“Não me ponha cueca velha para sair”, cansara-se de ouvir da mãe desde pequeno. Ainda assim, nunca mudara o hábito: as cuecas velhas, diga-se, davam-lhe uma aprazível sensação de liberdade. De fato, gostava tanto que nem sequer fazia distinção entre os dias, pois usá-las no domingo ou na segunda, fosse dia de descanso, fosse dia de aula, dava no mesmo. Com efeito, manteve o costume até o dia em que noivou. A mãe mudou um pouquinho só o aviso: “Não me ponha cueca velha para se encontrar com a sua futura mulher.” Silvério, entretanto, continuou dando de ombros, até o dia que a mãe asseverou: “Ainda vai se arrepender.”
A tragédia anunciada: não reparou o carro que avançou o semáforo.
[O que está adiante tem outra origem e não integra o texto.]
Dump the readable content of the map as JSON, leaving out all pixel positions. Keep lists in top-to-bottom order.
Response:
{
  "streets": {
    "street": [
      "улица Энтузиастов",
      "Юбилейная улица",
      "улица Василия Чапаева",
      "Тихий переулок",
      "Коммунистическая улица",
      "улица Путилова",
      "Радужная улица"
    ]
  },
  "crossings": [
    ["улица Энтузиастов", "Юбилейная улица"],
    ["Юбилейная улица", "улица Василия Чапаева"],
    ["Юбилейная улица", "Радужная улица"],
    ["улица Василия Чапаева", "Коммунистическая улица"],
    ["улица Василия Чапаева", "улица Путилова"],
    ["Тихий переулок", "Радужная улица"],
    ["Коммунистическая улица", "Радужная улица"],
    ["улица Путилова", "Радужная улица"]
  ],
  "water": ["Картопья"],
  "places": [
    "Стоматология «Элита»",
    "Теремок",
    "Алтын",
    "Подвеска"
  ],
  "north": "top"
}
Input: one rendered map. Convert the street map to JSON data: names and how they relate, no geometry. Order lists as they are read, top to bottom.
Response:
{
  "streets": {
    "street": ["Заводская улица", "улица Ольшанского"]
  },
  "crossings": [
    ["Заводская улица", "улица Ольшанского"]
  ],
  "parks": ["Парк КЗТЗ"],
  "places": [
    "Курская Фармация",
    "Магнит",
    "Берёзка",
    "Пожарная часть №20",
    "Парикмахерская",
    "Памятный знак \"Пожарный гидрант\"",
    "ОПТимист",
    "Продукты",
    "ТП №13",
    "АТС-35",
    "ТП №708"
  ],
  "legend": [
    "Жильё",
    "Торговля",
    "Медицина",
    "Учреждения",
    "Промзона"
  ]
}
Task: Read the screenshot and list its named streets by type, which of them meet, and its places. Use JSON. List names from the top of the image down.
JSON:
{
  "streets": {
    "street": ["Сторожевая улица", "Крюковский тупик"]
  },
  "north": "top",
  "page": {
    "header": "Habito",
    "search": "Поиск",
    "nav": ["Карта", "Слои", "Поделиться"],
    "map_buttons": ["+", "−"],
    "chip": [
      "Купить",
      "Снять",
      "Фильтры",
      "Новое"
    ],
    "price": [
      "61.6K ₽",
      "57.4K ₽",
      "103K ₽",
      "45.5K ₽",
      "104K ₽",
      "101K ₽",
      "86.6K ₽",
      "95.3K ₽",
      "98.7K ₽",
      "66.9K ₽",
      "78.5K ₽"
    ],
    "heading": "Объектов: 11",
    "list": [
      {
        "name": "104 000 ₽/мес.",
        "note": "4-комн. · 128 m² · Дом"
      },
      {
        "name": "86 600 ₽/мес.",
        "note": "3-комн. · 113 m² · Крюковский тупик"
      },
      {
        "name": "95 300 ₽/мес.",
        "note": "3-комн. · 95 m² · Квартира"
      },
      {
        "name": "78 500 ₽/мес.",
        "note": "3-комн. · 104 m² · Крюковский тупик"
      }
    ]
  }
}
Rolou sobre o capô e, passando por todas as variáveis de um conjunto infinito de probabilidades, teve somente a calça rasgada pelo ferro da antena. Quando caiu no chão atrás do Opala, estava apenas de camiseta e — quem diria, senão a própria mãe de Silvério — de cueca furada.
Estampou a capa do jornal. O editor teve o cuidado de cobri-lo com uma tarja preta, mas a história correu mesmo assim. Narrada pelos presentes no dia, o ponto alto concentrava-se no furo; era no furo que estava cinquenta por cento daquilo que o definia como homem. “Cinquenta por cento, redondo”, diziam. “No duro?”, alguns perguntavam. “No mole”, respondiam outros no escracho.
Para Jacira, a noiva, foi uma vergonha sem precedentes. “Não me caso mais! Não com um sujeito que anda com a cueca furada”, bateu o pé, decidida, atordoada, arrependida. Diriam, até, intimamente ferida.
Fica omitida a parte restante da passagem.